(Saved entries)
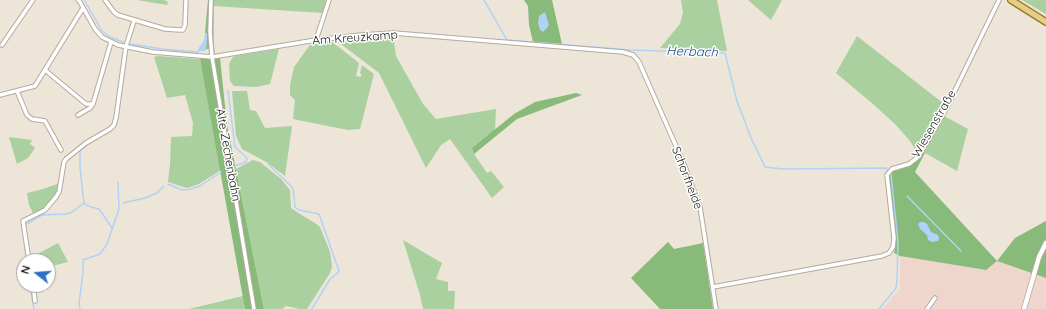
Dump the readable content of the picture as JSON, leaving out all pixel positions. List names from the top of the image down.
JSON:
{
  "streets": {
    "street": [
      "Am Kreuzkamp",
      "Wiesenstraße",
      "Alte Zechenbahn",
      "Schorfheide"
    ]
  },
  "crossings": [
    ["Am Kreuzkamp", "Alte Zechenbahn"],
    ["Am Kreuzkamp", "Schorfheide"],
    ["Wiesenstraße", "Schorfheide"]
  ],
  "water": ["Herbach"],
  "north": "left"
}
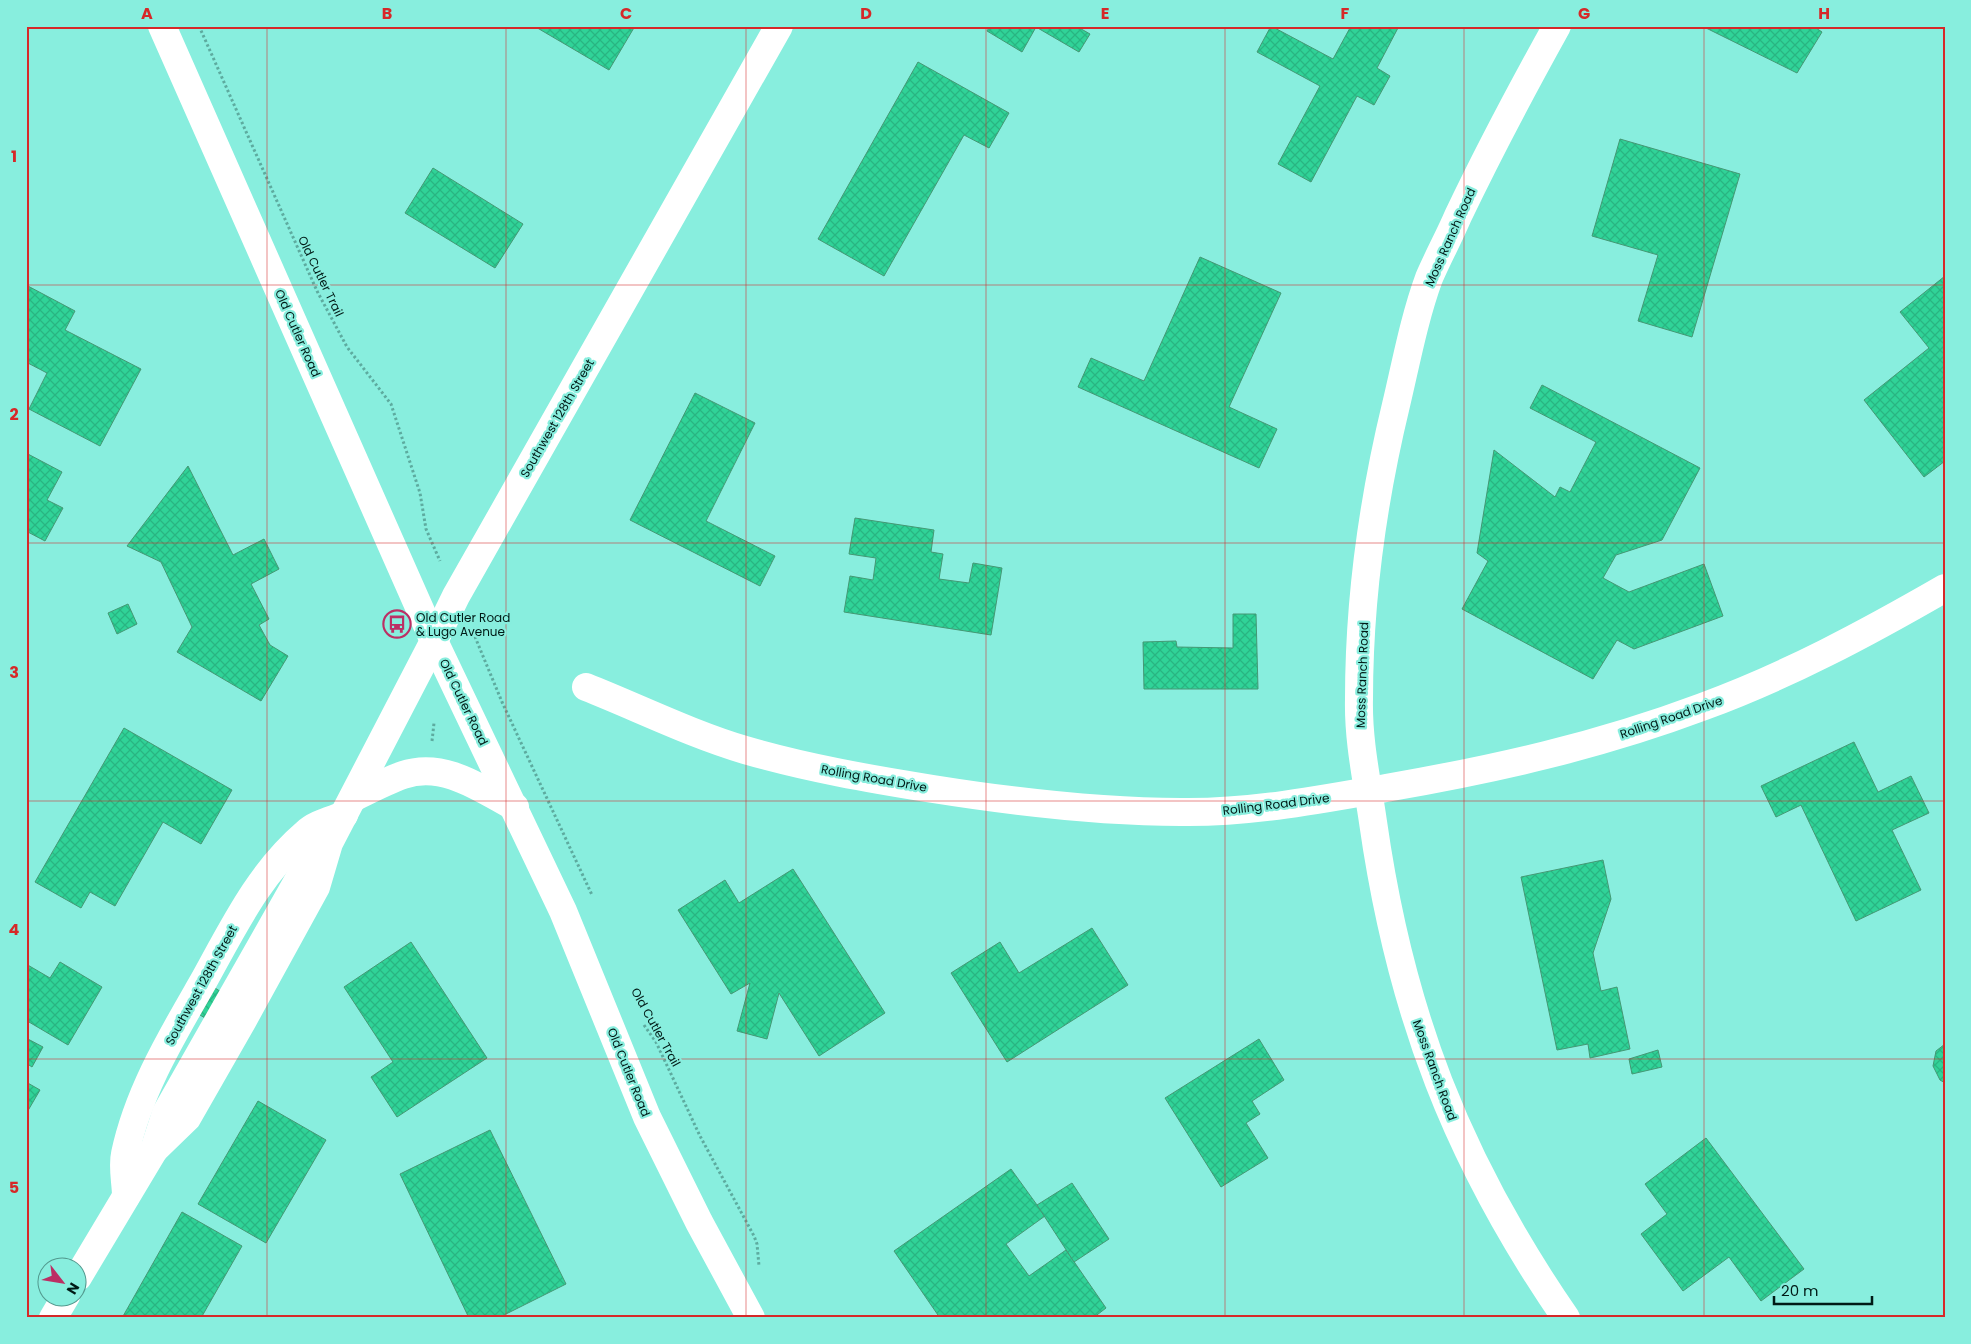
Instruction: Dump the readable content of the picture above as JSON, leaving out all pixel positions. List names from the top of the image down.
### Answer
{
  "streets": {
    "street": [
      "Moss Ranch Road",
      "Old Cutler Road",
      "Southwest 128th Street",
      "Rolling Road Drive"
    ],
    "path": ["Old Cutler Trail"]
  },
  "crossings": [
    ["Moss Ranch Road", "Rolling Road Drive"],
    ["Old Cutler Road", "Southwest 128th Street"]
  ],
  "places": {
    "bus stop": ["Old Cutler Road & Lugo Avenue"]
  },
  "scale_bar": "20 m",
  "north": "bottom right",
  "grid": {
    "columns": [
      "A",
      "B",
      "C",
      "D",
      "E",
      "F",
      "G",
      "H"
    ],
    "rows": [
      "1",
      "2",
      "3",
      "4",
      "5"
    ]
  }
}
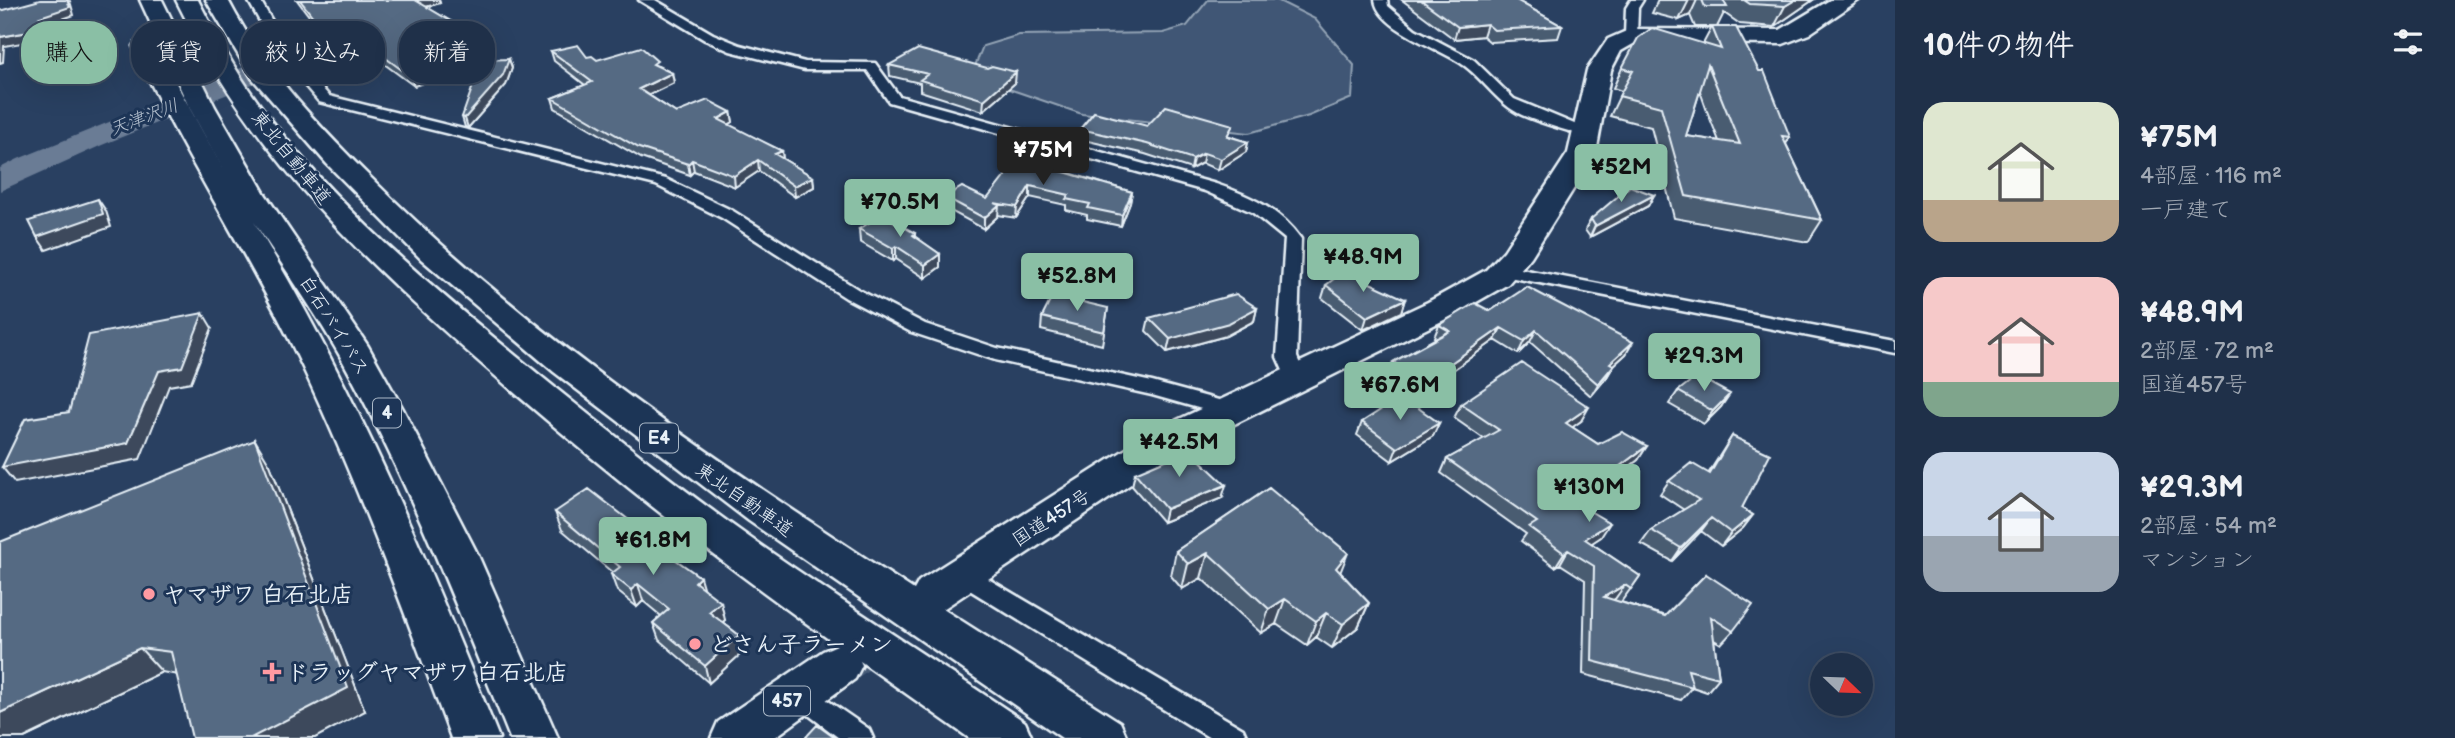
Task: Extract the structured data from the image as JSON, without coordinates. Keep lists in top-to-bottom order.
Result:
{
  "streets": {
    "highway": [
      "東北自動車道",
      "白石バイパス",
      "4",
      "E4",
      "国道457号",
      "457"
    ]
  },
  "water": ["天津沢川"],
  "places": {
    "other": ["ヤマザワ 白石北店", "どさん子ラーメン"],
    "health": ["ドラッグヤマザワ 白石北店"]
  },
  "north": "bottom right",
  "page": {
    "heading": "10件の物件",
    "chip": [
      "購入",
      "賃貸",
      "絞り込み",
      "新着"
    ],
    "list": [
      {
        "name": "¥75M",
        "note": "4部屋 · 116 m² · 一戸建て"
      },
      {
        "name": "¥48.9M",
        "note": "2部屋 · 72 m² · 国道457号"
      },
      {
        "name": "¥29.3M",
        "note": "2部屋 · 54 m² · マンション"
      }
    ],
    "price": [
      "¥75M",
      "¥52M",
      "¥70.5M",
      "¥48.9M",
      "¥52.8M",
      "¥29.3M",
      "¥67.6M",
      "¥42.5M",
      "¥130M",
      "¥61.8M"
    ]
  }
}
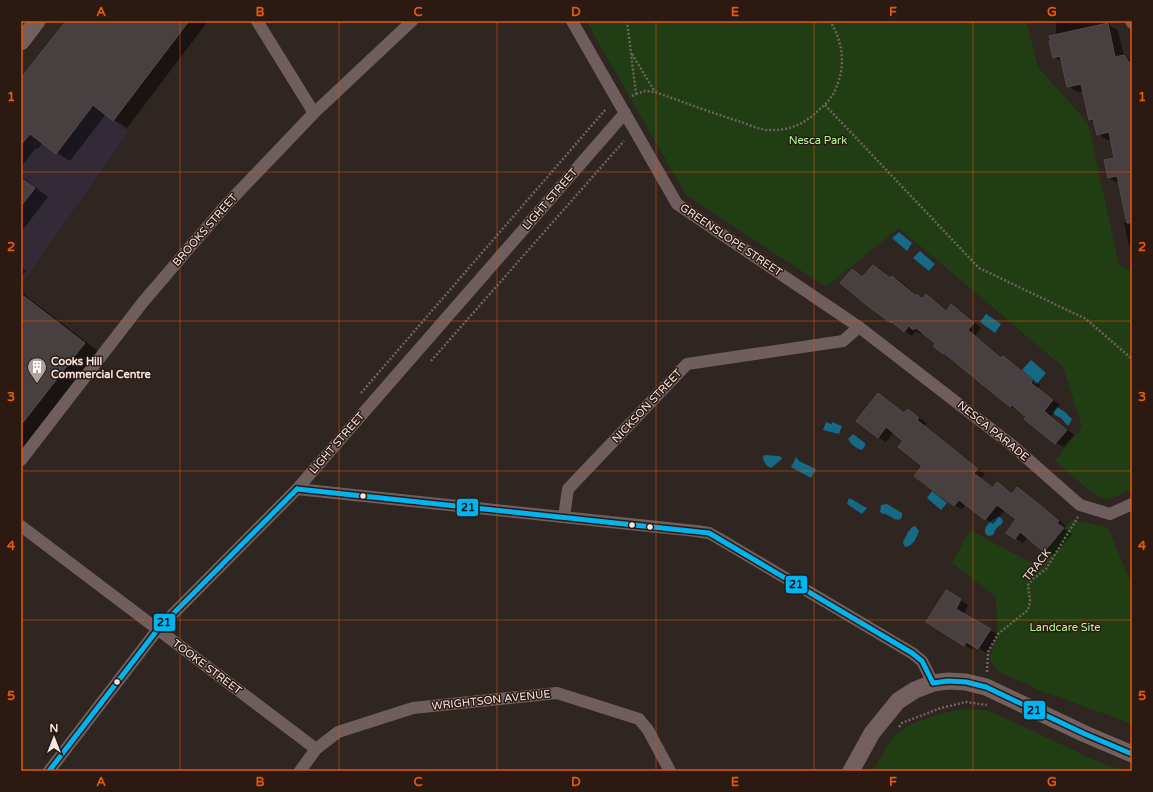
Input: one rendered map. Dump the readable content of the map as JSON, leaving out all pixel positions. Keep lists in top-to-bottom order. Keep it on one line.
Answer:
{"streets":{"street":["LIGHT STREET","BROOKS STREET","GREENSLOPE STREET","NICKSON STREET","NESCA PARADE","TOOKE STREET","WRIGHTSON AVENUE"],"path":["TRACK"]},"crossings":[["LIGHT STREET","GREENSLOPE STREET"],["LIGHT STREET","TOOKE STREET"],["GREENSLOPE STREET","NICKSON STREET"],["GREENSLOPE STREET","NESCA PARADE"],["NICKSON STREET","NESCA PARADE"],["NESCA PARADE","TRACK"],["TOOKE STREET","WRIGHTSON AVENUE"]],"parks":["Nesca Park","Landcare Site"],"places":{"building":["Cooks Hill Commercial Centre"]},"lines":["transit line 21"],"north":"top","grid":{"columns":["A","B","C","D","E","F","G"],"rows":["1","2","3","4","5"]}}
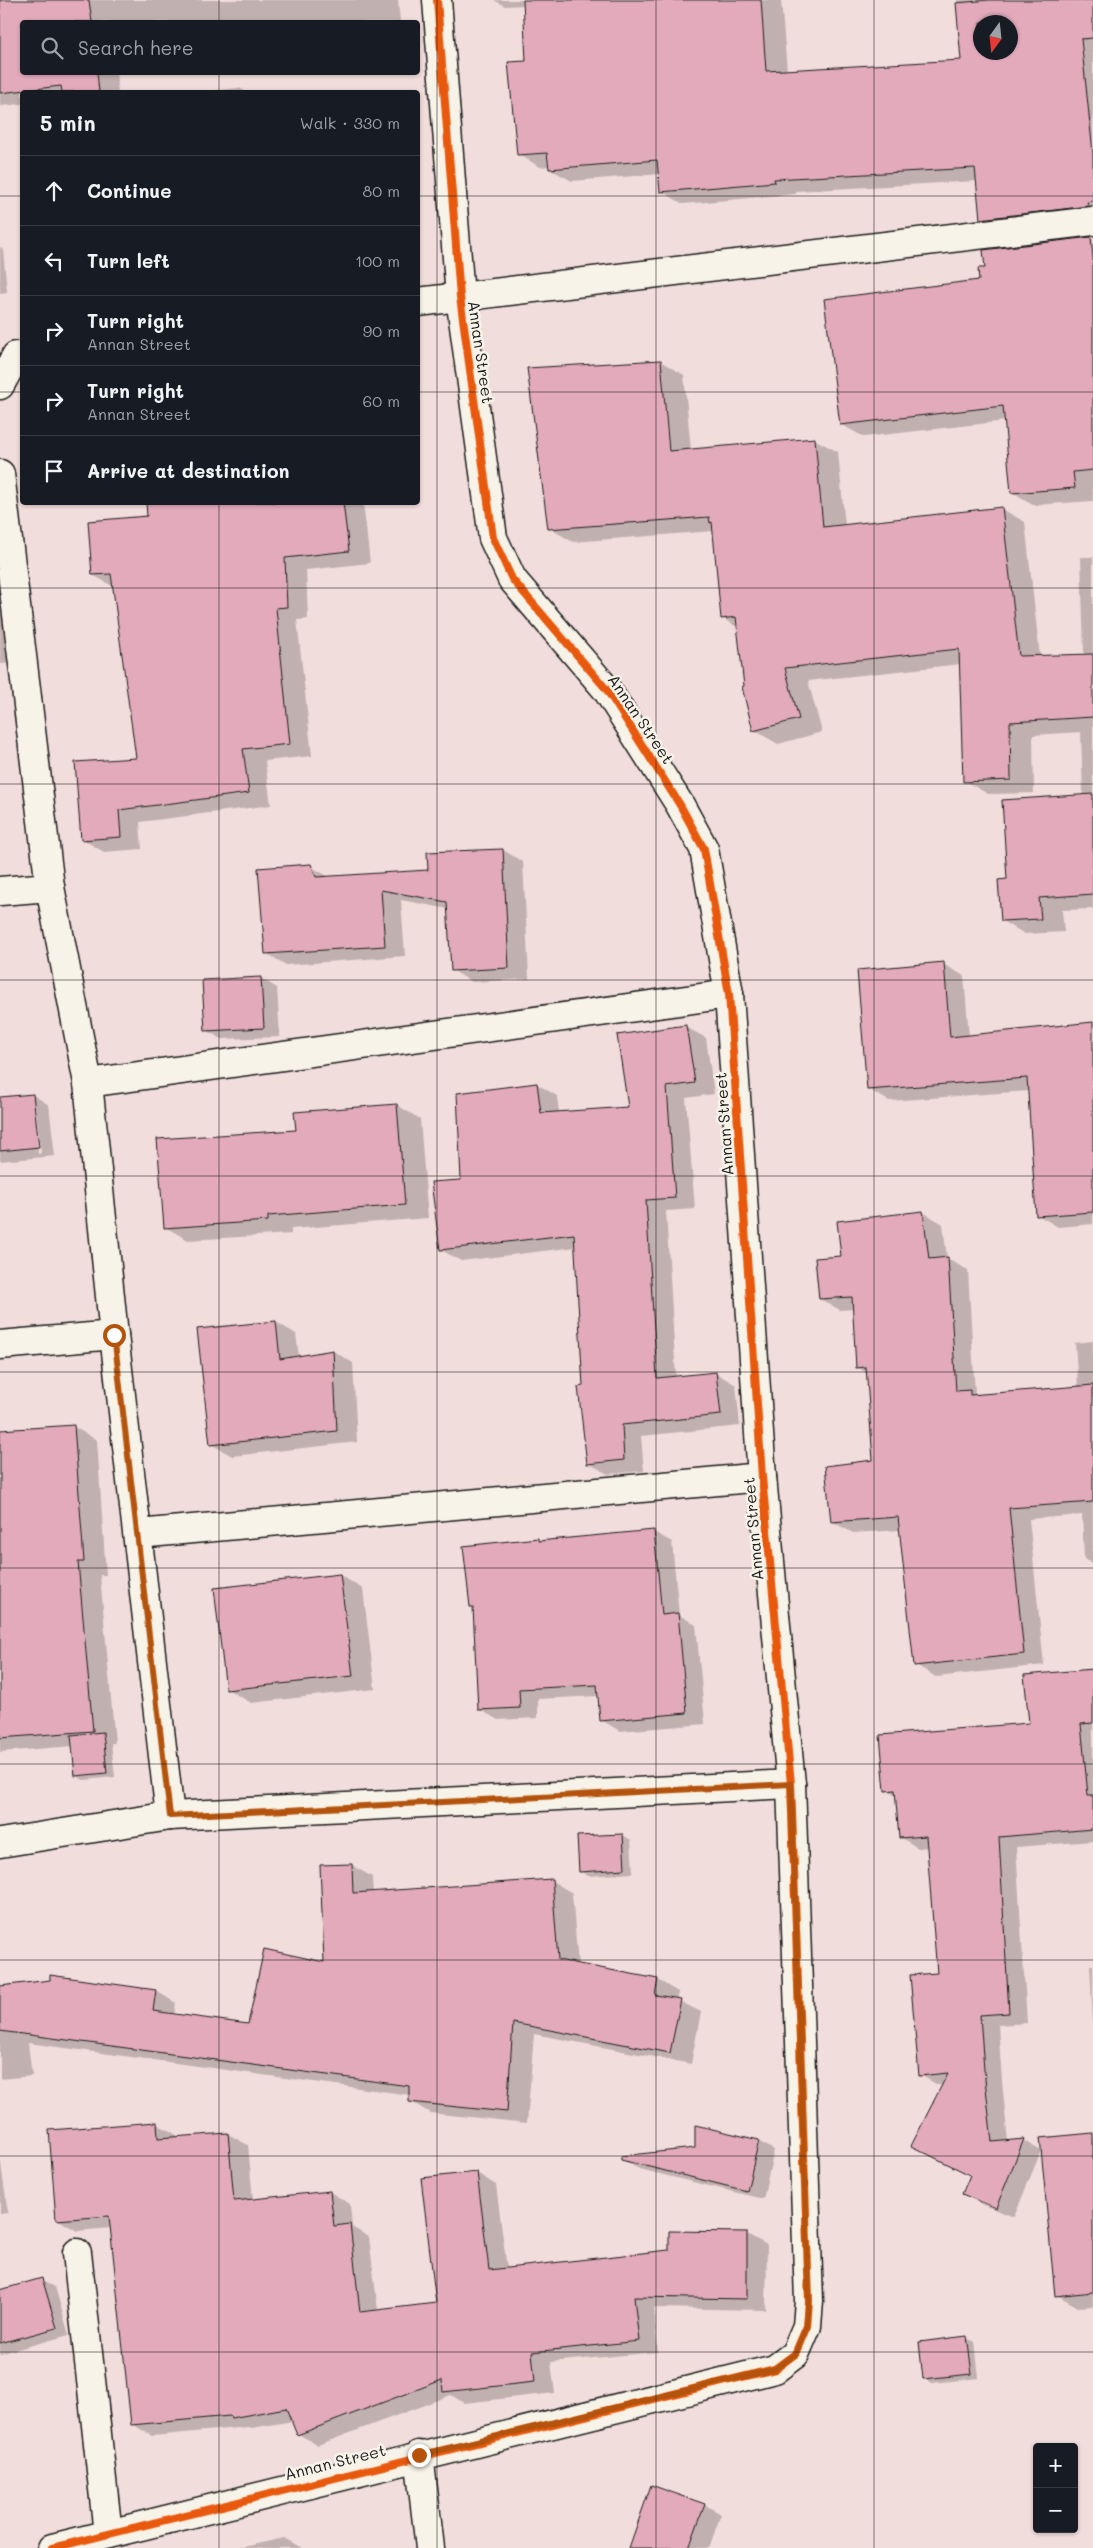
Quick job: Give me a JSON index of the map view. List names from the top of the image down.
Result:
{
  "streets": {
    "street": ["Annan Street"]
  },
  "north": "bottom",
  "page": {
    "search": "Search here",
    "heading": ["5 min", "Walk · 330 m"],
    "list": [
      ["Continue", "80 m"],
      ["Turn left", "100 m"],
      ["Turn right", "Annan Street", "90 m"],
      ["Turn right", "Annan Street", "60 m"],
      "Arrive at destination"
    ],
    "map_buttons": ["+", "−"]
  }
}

**EXERCISE DETAILS:** Report each line in the entries where the string "readable" occurs.

**YOUR RESPONSE:**
Dump the readable content of the picture as JSON, leaving out all pixel positions. List names from the top of the image down.
Instruction: Dump the readable content of the picture above as JSON, leaving out all pixel positions. List names from the top of the image down.
Input: one rendered map. Dump the readable content of the map as JSON, leaving out all pixel positions. Keep lists in top-to-bottom order. Keep it on one line.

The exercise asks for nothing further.